Collected data
- - -

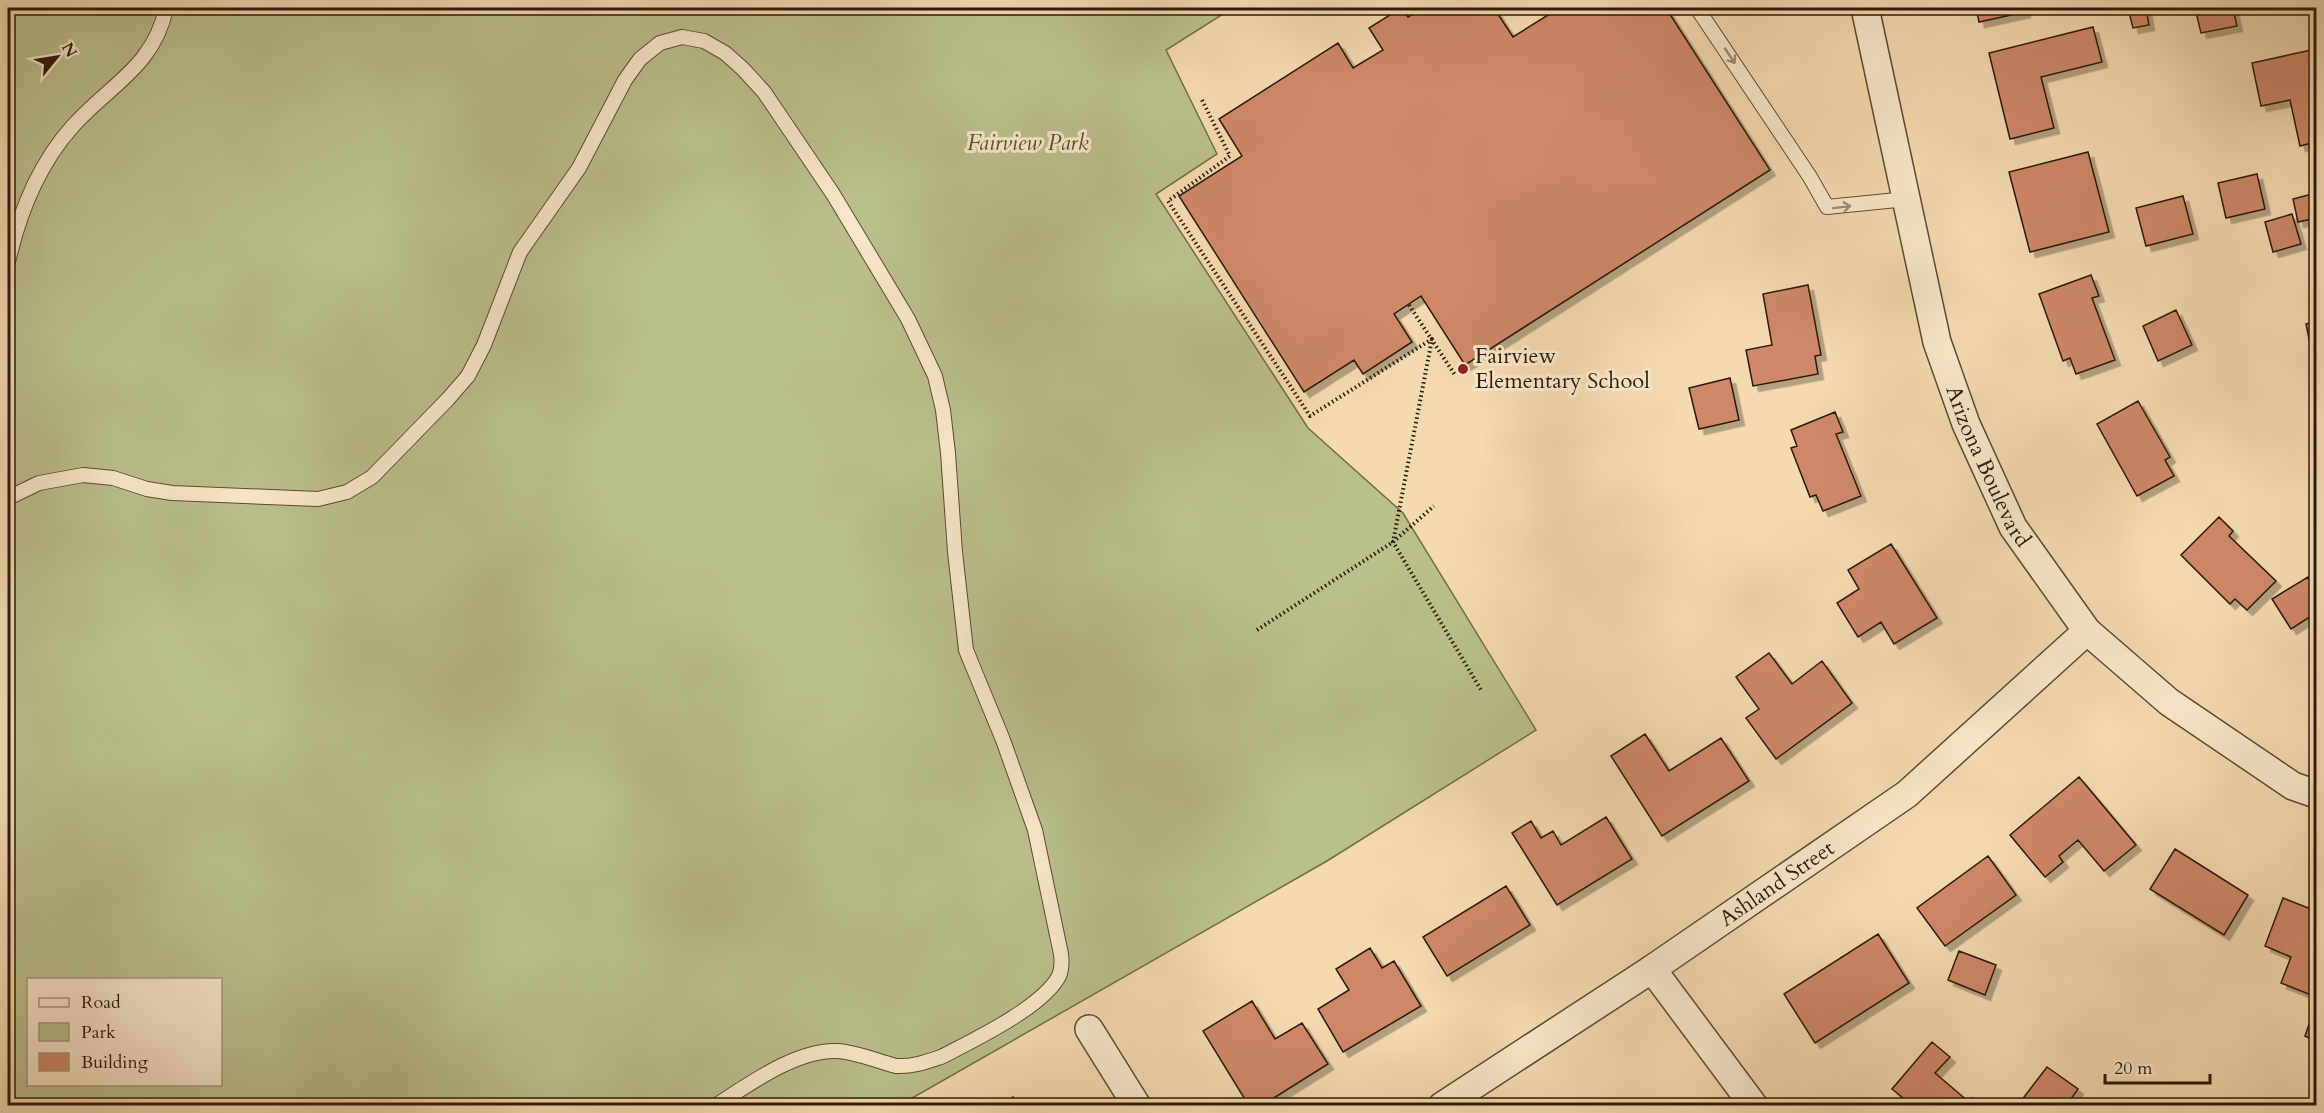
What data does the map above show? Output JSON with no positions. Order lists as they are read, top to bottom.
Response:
{
  "streets": {
    "street": ["Arizona Boulevard", "Ashland Street"]
  },
  "crossings": [
    ["Arizona Boulevard", "Ashland Street"]
  ],
  "parks": ["Fairview Park"],
  "places": ["Fairview Elementary School"],
  "legend": ["Road", "Park", "Building"],
  "scale_bar": "20 m",
  "north": "top right"
}
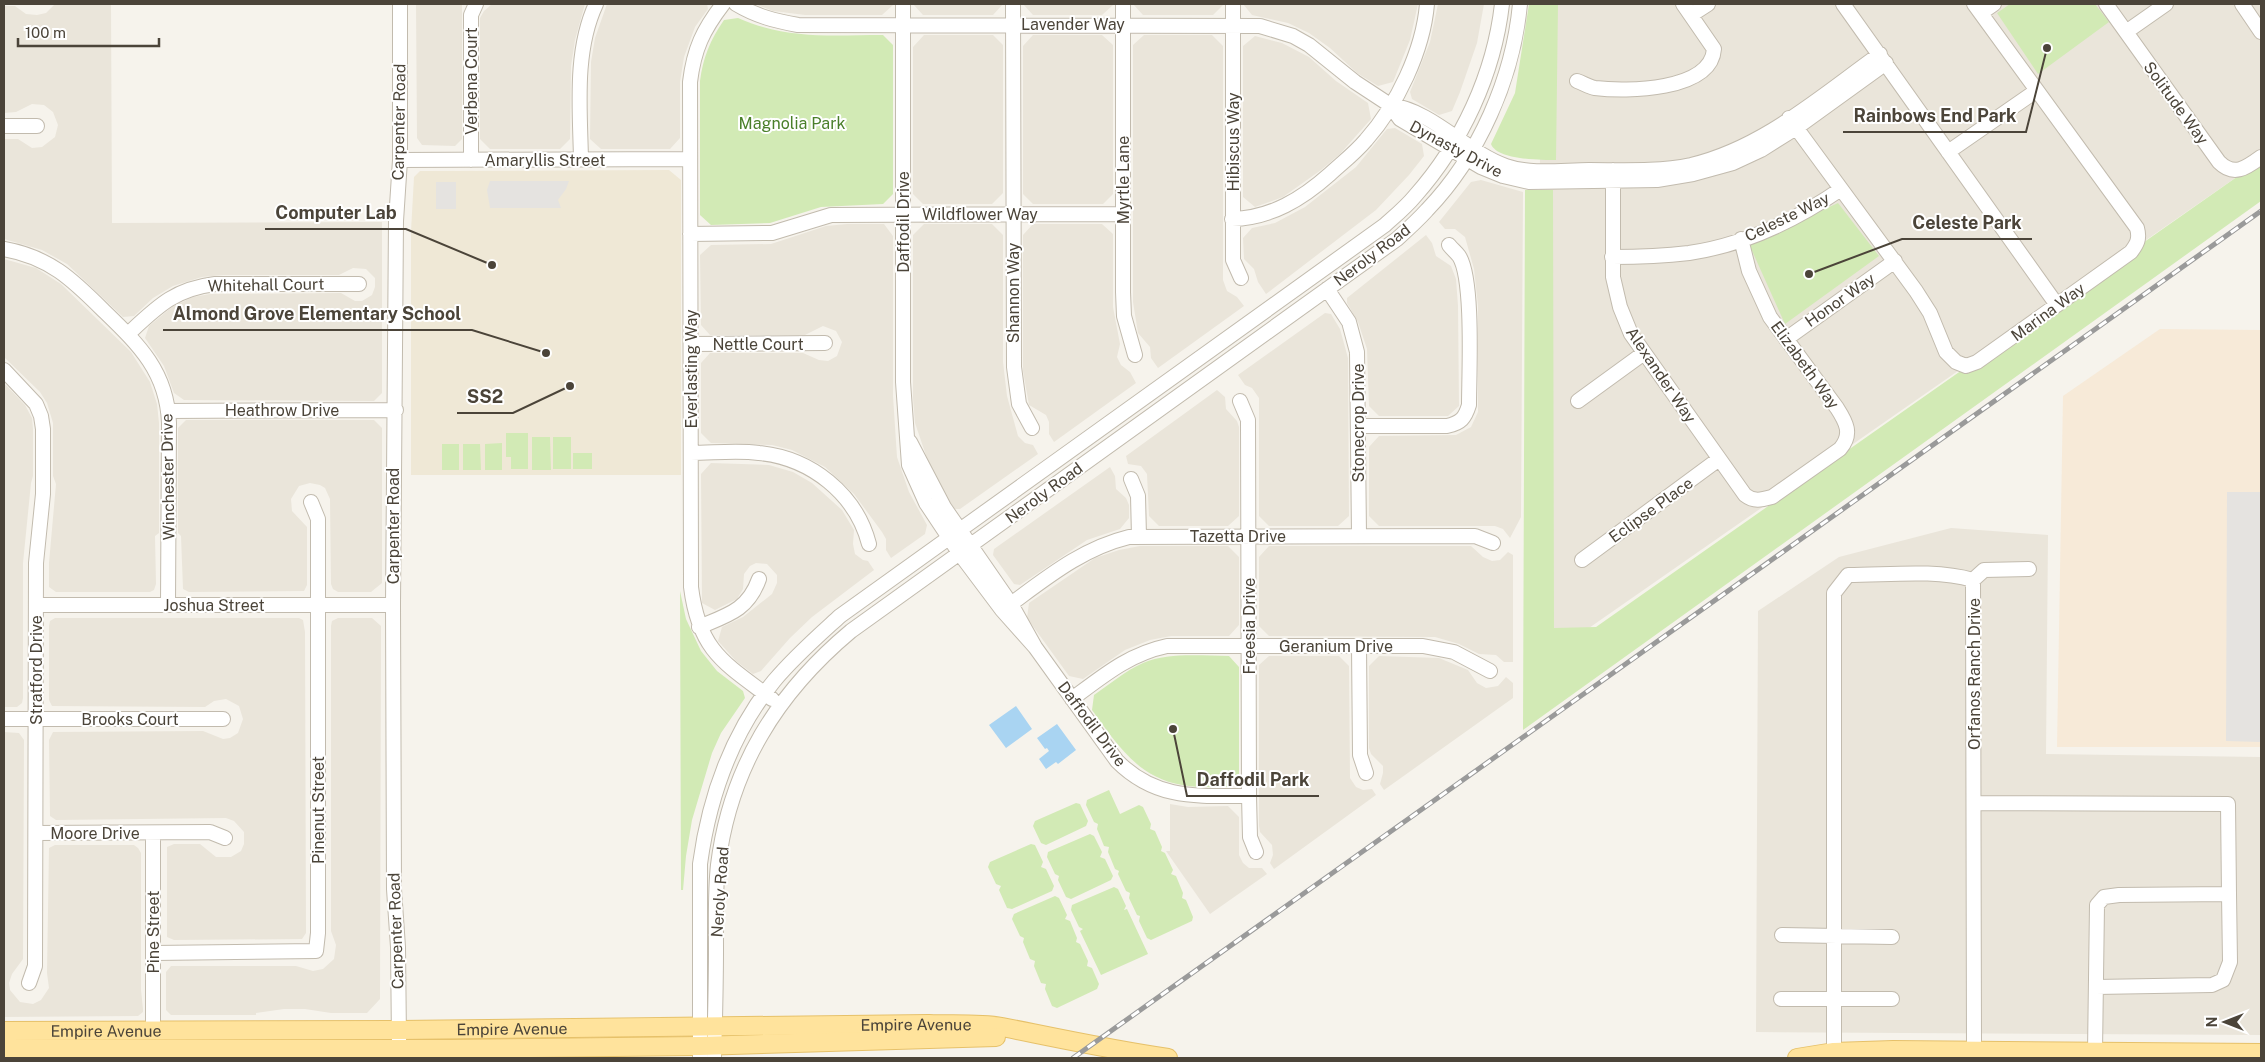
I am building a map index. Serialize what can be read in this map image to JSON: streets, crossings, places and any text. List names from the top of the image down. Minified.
{"streets":{"main road":["Empire Avenue"],"street":["Lavender Way","Verbena Court","Solitude Way","Carpenter Road","Hibiscus Way","Dynasty Drive","Amaryllis Street","Myrtle Lane","Wildflower Way","Celeste Way","Daffodil Drive","Neroly Road","Whitehall Court","Shannon Way","Honor Way","Marina Way","Nettle Court","Elizabeth Way","Everlasting Way","Alexander Way","Heathrow Drive","Stonecrop Drive","Winchester Drive","Eclipse Place","Tazetta Drive","Joshua Street","Freesia Drive","Geranium Drive","Stratford Drive","Orfanos Ranch Drive","Brooks Court","Pinenut Street","Moore Drive","Pine Street"]},"crossings":[["Lavender Way","Hibiscus Way"],["Lavender Way","Dynasty Drive"],["Lavender Way","Myrtle Lane"],["Lavender Way","Daffodil Drive"],["Lavender Way","Shannon Way"],["Verbena Court","Amaryllis Street"],["Carpenter Road","Amaryllis Street"],["Carpenter Road","Heathrow Drive"],["Carpenter Road","Joshua Street"],["Carpenter Road","Empire Avenue"],["Dynasty Drive","Neroly Road"],["Dynasty Drive","Marina Way"],["Dynasty Drive","Alexander Way"],["Amaryllis Street","Everlasting Way"],["Myrtle Lane","Wildflower Way"],["Wildflower Way","Daffodil Drive"],["Wildflower Way","Shannon Way"],["Wildflower Way","Everlasting Way"],["Celeste Way","Marina Way"],["Celeste Way","Elizabeth Way"],["Celeste Way","Alexander Way"],["Daffodil Drive","Neroly Road"],["Daffodil Drive","Tazetta Drive"],["Daffodil Drive","Freesia Drive"],["Daffodil Drive","Geranium Drive"],["Neroly Road","Everlasting Way"],["Neroly Road","Stonecrop Drive"],["Neroly Road","Empire Avenue"],["Whitehall Court","Winchester Drive"],["Honor Way","Marina Way"],["Honor Way","Elizabeth Way"],["Nettle Court","Everlasting Way"],["Elizabeth Way","Alexander Way"],["Alexander Way","Eclipse Place"],["Heathrow Drive","Winchester Drive"],["Stonecrop Drive","Tazetta Drive"],["Winchester Drive","Joshua Street"],["Tazetta Drive","Freesia Drive"],["Joshua Street","Stratford Drive"],["Joshua Street","Pinenut Street"],["Freesia Drive","Geranium Drive"],["Stratford Drive","Brooks Court"],["Stratford Drive","Moore Drive"],["Pinenut Street","Pine Street"],["Moore Drive","Pine Street"],["Pine Street","Empire Avenue"]],"parks":["Magnolia Park"],"places":["Rainbows End Park","Computer Lab","Celeste Park","Almond Grove Elementary School","SS2","Daffodil Park"],"scale_bar":"100 m","north":"left"}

- - -

• **Problem statement**
Restate every line above exactly, omitting images.

• **Result for this task**
What data does the map above show? Output JSON with no positions. Order lists as they are read, top to bottom.
Response:
{
  "streets": {
    "street": ["Arizona Boulevard", "Ashland Street"]
  },
  "crossings": [
    ["Arizona Boulevard", "Ashland Street"]
  ],
  "parks": ["Fairview Park"],
  "places": ["Fairview Elementary School"],
  "legend": ["Road", "Park", "Building"],
  "scale_bar": "20 m",
  "north": "top right"
}
I am building a map index. Serialize what can be read in this map image to JSON: streets, crossings, places and any text. List names from the top of the image down. Minified.
{"streets":{"main road":["Empire Avenue"],"street":["Lavender Way","Verbena Court","Solitude Way","Carpenter Road","Hibiscus Way","Dynasty Drive","Amaryllis Street","Myrtle Lane","Wildflower Way","Celeste Way","Daffodil Drive","Neroly Road","Whitehall Court","Shannon Way","Honor Way","Marina Way","Nettle Court","Elizabeth Way","Everlasting Way","Alexander Way","Heathrow Drive","Stonecrop Drive","Winchester Drive","Eclipse Place","Tazetta Drive","Joshua Street","Freesia Drive","Geranium Drive","Stratford Drive","Orfanos Ranch Drive","Brooks Court","Pinenut Street","Moore Drive","Pine Street"]},"crossings":[["Lavender Way","Hibiscus Way"],["Lavender Way","Dynasty Drive"],["Lavender Way","Myrtle Lane"],["Lavender Way","Daffodil Drive"],["Lavender Way","Shannon Way"],["Verbena Court","Amaryllis Street"],["Carpenter Road","Amaryllis Street"],["Carpenter Road","Heathrow Drive"],["Carpenter Road","Joshua Street"],["Carpenter Road","Empire Avenue"],["Dynasty Drive","Neroly Road"],["Dynasty Drive","Marina Way"],["Dynasty Drive","Alexander Way"],["Amaryllis Street","Everlasting Way"],["Myrtle Lane","Wildflower Way"],["Wildflower Way","Daffodil Drive"],["Wildflower Way","Shannon Way"],["Wildflower Way","Everlasting Way"],["Celeste Way","Marina Way"],["Celeste Way","Elizabeth Way"],["Celeste Way","Alexander Way"],["Daffodil Drive","Neroly Road"],["Daffodil Drive","Tazetta Drive"],["Daffodil Drive","Freesia Drive"],["Daffodil Drive","Geranium Drive"],["Neroly Road","Everlasting Way"],["Neroly Road","Stonecrop Drive"],["Neroly Road","Empire Avenue"],["Whitehall Court","Winchester Drive"],["Honor Way","Marina Way"],["Honor Way","Elizabeth Way"],["Nettle Court","Everlasting Way"],["Elizabeth Way","Alexander Way"],["Alexander Way","Eclipse Place"],["Heathrow Drive","Winchester Drive"],["Stonecrop Drive","Tazetta Drive"],["Winchester Drive","Joshua Street"],["Tazetta Drive","Freesia Drive"],["Joshua Street","Stratford Drive"],["Joshua Street","Pinenut Street"],["Freesia Drive","Geranium Drive"],["Stratford Drive","Brooks Court"],["Stratford Drive","Moore Drive"],["Pinenut Street","Pine Street"],["Moore Drive","Pine Street"],["Pine Street","Empire Avenue"]],"parks":["Magnolia Park"],"places":["Rainbows End Park","Computer Lab","Celeste Park","Almond Grove Elementary School","SS2","Daffodil Park"],"scale_bar":"100 m","north":"left"}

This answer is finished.